Even if you're working with a PHP project, I think you'll find Sphinx useful. For example most of the directives provided by the module specific markup are actually quite general. I don't see why you couldn't or wouldn't use these constructs to document stuff from languages other than Python. Likewise, Sphinx makes it pretty easy to show code examples in other languages. There's even a configuration value to change the default to any language which Pygments supports (which includes PHP). If you're feeling particularly ambitious, you could even create a Sphinx extension to pluck something relevant from your PHP code.

All that said, be sure to consider the audience for your documentation project. While I think Sphinx is an excellent tool and would recommend it for a wide range of documentation projects, if your audience is expecting something else, be mindful of that. For example, if you were documenting a Java project, much of your audience may be expecting Javadoc-style documents. If you deviate from that expectation, make sure it's not just for kicks (i.e., it gives you better docs than you'd get otherwise) and be prepared to (briefly) make the case for what you've done differently (e.g. with a FAQ answer or introduction).

Finally, any documentation is better than no documentation, regardless the tool used to create them. Use any tool that helps you, if it's the difference between getting something out there and not.


Just released a few days ago: http://mark-story.com/posts/view/sphinx-phpdomain-released


CakePHP is using Sphinx for its new documentation, and I wrote the phpdomain for sphinx. While there isn't a way to automatically include your php doc blocks into sphinx, I still think its one of the better documentation authoring tools available. Its great for more narrative style documentation. But with the phpdomain you can make api docs as well.


The Doctrine project, an ORM for PHP, uses Sphinx to generate their online documentation at www.doctrine-project.org. They use a custom pygment for PHP. The documentation is available on Github at https://github.com/doctrine/orm-documentation. It includes the custom PHP pygment css file.

Also the python-pygments package comes with many pygment styles which you can try out by changing the pygments_style = value in your sphinx conf.py configuration file. For example, to try out the pastie highlighting sytle, which is part of python-pygments, you use

pygments_sytle = 'pastie'


As far as I'm concerned, you can document just about any syntax in Sphinx as far as you doesn't limit yourself with languages supported by autodoc. You can create beautiful API References using standard Sphinx directives like .. class, .. method, .. function and other. They work perfectly apart from the source code and doesn't require any automatic generation and linking to the sources.

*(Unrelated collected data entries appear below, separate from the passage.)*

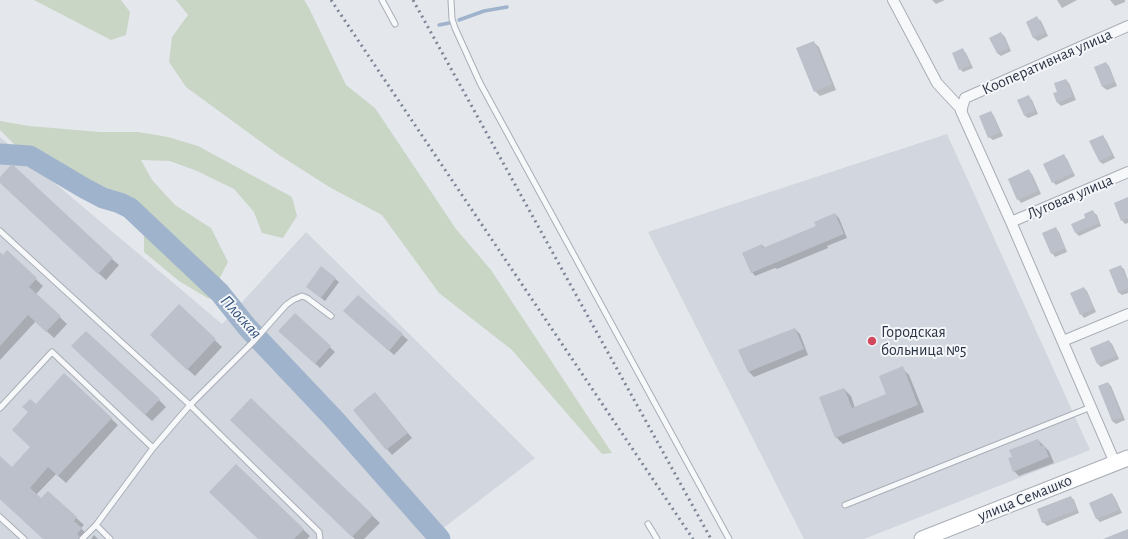 <!DOCTYPE html>
<meta charset="utf-8">
<style>
body{margin:0}
canvas{display:block;background:#e4e7ec}
</style>
<canvas width="1128" height="539"></canvas>
<script>
const g = document.querySelector('canvas').getContext('2d');
g.lineJoin = 'round';
function paint(path, color) { g.fillStyle = color; g.fill(path, 'evenodd'); }
const toPath = rows => new Path2D(rows.map(r => 'M' + r).join(''));
function strokePath(path, color, width, dash) { g.strokeStyle = color; g.lineWidth = width; g.lineCap = dash ? 'butt' : 'round'; g.setLineDash(dash || []); g.stroke(path); }
function drawText(font, color, halo, rows, align = 'center') {
  g.font = font + ' "Alegreya Sans",sans-serif'; g.lineWidth = 4; g.setLineDash([]); g.textBaseline = 'middle'; g.strokeStyle = halo; g.fillStyle = color; for (const [text, x, y, turn = 0] of rows) {
    g.save(); g.translate(x, y); g.rotate((+turn || 0) * Math.PI / 180); g.textAlign = isNaN(turn) ? turn : align; if (halo) g.strokeText(text, 0, 0); g.fillText(text, 0, 0); g.restore();
  }
}
paint(toPath([
 [947,134,1090,450,864,539,804,539,648,232],
 [0,137,222,324,306,232,535,458,429,539,0,539]
]), '#d2d6de');
paint(toPath([
 [34,0,121,0,130,12,126,35,111,40],
 [176,0,304,0,309,8,346,85,375,108,456,229,491,270,612,453,602,454,512,350,439,293,382,215,331,188,279,155,186,87,169,62,172,37,188,15],
 [0,121,29,126,100,132,138,132,168,137,198,146,292,197,297,216,283,238,262,233,254,212,234,189,197,171,170,161,141,160,152,180,175,205,211,228,228,262,209,299,179,281,144,252,144,234,125,212,94,200,41,171,0,130]
]), '#c9d6c5');
paint(toPath([
 [932,0,945,0,936,4],
 [1057,0,1077,0,1062,8],
 [1110,0,1125,0,1125,2,1115,6],
 [1037,18,1041,21,1048,36,1038,41,1034,38,1027,22],
 [1001,33,1005,37,1011,51,1001,56,997,53,990,38],
 [813,42,819,47,836,90,820,96,815,91],
 [963,50,966,53,973,68,963,72,960,69],
 [1106,63,1109,66,1117,86,1107,90,1103,87,1095,67],
 [1066,80,1069,83,1076,100,1061,106,1057,102],
 [1028,96,1032,100,1038,114,1028,118,1024,115,1018,100],
 [991,112,994,116,1003,136,993,140,989,137],
 [1103,136,1106,140,1115,158,1103,164,1099,161],
 [1064,156,1067,159,1075,176,1056,185,1053,182],
 [1029,171,1032,174,1041,194,1021,203,1018,199],
 [0,178,112,259,119,265,106,280,5,187,0,182],
 [1128,198,1128,223,1125,224,1122,220],
 [1093,212,1097,215,1101,226,1079,236,1076,233],
 [835,214,839,218,847,238,827,246,828,248,777,269,775,268,755,276,752,272,762,245,765,248,817,226],
 [1056,229,1059,232,1067,252,1055,257,1052,253],
 [7,252,43,286,36,294,67,324,54,338,36,321,0,360,0,253,3,256],
 [1120,266,1124,269,1128,280,1128,293,1122,295,1118,292,1110,270],
 [321,268,339,282,325,301,307,287],
 [1084,288,1087,291,1096,312,1084,318,1081,314],
 [358,296,408,340,394,355,350,316],
 [179,306,222,347,195,376,158,342],
 [295,315,335,352,320,368,285,336],
 [795,329,800,334,808,355,754,377,749,372,740,350],
 [1109,341,1112,344,1119,359,1101,367,1098,364,1091,348],
 [79,353,159,400,166,407,152,421],
 [902,368,909,375,924,412,843,444,836,437,844,389,851,396,855,408,887,395],
 [64,375,118,425,66,483,56,474,36,495,41,500,48,492,84,525,81,528,88,536,85,539,44,539,0,499,0,458,12,468,31,447,36,406],
 [1108,383,1111,386,1125,420,1116,424,1112,421],
 [380,399,412,438,392,455,355,410],
 [251,400,380,523,364,539,355,539,232,420],
 [1038,440,1049,451,1054,463,1019,476,1014,471],
 [236,465,310,536,307,539,259,539],
 [1112,494,1115,498,1122,513,1100,522,1097,519,1090,503],
 [1071,497,1074,500,1079,513,1047,526,1043,522],
 [94,535,98,539,91,539]
]), '#0003');
strokePath(toPath([
 [459,20,484,11,507,7],
 [439,25,449,23]
]), '#9fb4cc', 3.5);
strokePath(toPath([
 [0,154,30,156,84,188,103,198,120,203,130,208,220,293,247,327,335,420,440,539]
]), '#9fb4cc', 21);
paint(toPath([
 [1037,16,1045,33,1033,38,1026,22],
 [1001,32,1009,48,997,53,989,38],
 [814,41,832,84,814,92,796,48],
 [963,48,970,65,959,70,952,53],
 [1106,62,1115,82,1102,87,1094,67],
 [1066,79,1073,96,1057,103,1053,93,1057,92,1054,83],
 [1029,95,1035,111,1024,115,1017,100],
 [991,111,1000,132,988,138,979,116],
 [1103,135,1112,155,1099,161,1089,141],
 [1064,154,1073,173,1052,183,1043,164],
 [12,164,113,258,98,274,0,183,0,177],
 [1029,169,1038,191,1017,200,1008,179],
 [1128,197,1128,218,1121,221,1114,203],
 [1093,210,1099,223,1075,233,1071,224,1085,218,1084,214],
 [835,213,844,234,751,273,742,253,762,244,763,248,816,226,814,222],
 [1056,227,1065,248,1051,254,1042,233],
 [7,250,37,278,29,287,61,316,46,332,28,315,0,346,0,252,3,255],
 [1121,265,1128,283,1128,288,1118,292,1109,270],
 [321,266,336,278,321,298,306,287],
 [1084,287,1094,309,1080,315,1070,293],
 [358,295,403,334,389,351,343,311],
 [179,304,216,339,187,370,150,335],
 [295,313,331,346,315,364,278,331],
 [795,328,804,349,748,372,738,350],
 [86,331,160,399,145,415,71,346],
 [1109,340,1116,356,1097,364,1090,348],
 [903,366,918,405,835,438,819,397,844,388,852,408,886,394,879,376],
 [64,373,112,418,58,476,48,467,30,488,41,498,48,491,77,517,74,521,82,528,77,534,83,539,43,539,0,499,0,456,12,467,30,447,12,430,28,412,22,407,30,399,36,404],
 [1108,382,1122,417,1112,421,1098,386],
 [375,392,408,433,386,450,353,410],
 [251,398,373,515,352,537,230,420],
 [1038,439,1041,446,1044,445,1049,457,1013,472,1008,458,1012,457,1009,450],
 [236,464,304,529,294,539,258,539,209,492],
 [1112,493,1119,510,1096,519,1089,503],
 [1071,496,1077,510,1042,523,1037,509],
 [1128,529,1128,539,1103,539]
]), '#bbc0ca');
const service = toPath([
 [382,0,395,24],
 [451,0,452,19,455,28,480,83,729,539],
 [0,231,190,405,253,342,286,305,293,300,302,296,307,298,331,316],
 [0,408,52,352,153,448],
 [845,505,1091,407],
 [0,517,24,539],
 [648,524,657,539],
 [82,539,96,525],
 [110,539,96,525,153,448,190,405,319,532,320,539]
]);
const minor = toPath([
 [893,0,937,83,962,110],
 [1011,222,1128,172],
 [1063,341,1128,314],
 [1115,463,1011,222,961,111,965,98,1128,26]
]);
const secondary = toPath([
 [922,539,1128,458]
]);
strokePath(service, '#a9aeb7', 7);
strokePath(minor, '#a9aeb7', 12);
strokePath(secondary, '#a9aeb7', 17);
strokePath(service, '#f7f8fa', 5);
strokePath(minor, '#f7f8fa', 10);
strokePath(secondary, '#fff', 15);
strokePath(toPath([
 [331,0,693,539],
 [413,0,711,539]
]), '#7d8696', 3, [2, 4]);
for (const [x, y, r, color] of [
 [872,341,5,"#d1495b"]
]) { const dot = new Path2D(); dot.arc(x, y, r, 0, 2 * Math.PI); g.fillStyle = color; g.fill(dot); strokePath(dot, '#f4f6f9', 1.5); }
drawText('16px', '#2b3445', '#f4f6f9', [
 ["Кооперативная улица",1047,62,-24],
 ["Луговая улица",1070,197,-23],
 ["улица Семашко",1025,498,-22]
]);
drawText('16px', '#2b3445', '#f4f6f9', [
 ["Городская",881,332],
 ["больница №5",881,350]
], 'left');
drawText('italic 17px', '#34527a', '#f4f6f9', [
 ["Плоская",241,317,48]
]);
</script>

You can also create generic admonitions with some special class, that you could later hook to CSS:

.. admonition Title
   :class: Ololo

   This text could be formatted any way you want, using the ``Ololo`` tag.

There are also roles (they allow custom classes too) and other means of adding text with some special formatting, if the original directives aren't sufficient to you.

If you decide to create your docs async from the source code, make sure you disable checking the code coverage and other code-related features in your conf.py or on project initiation.

PS: You can see a very good answer on elements with custom classes here.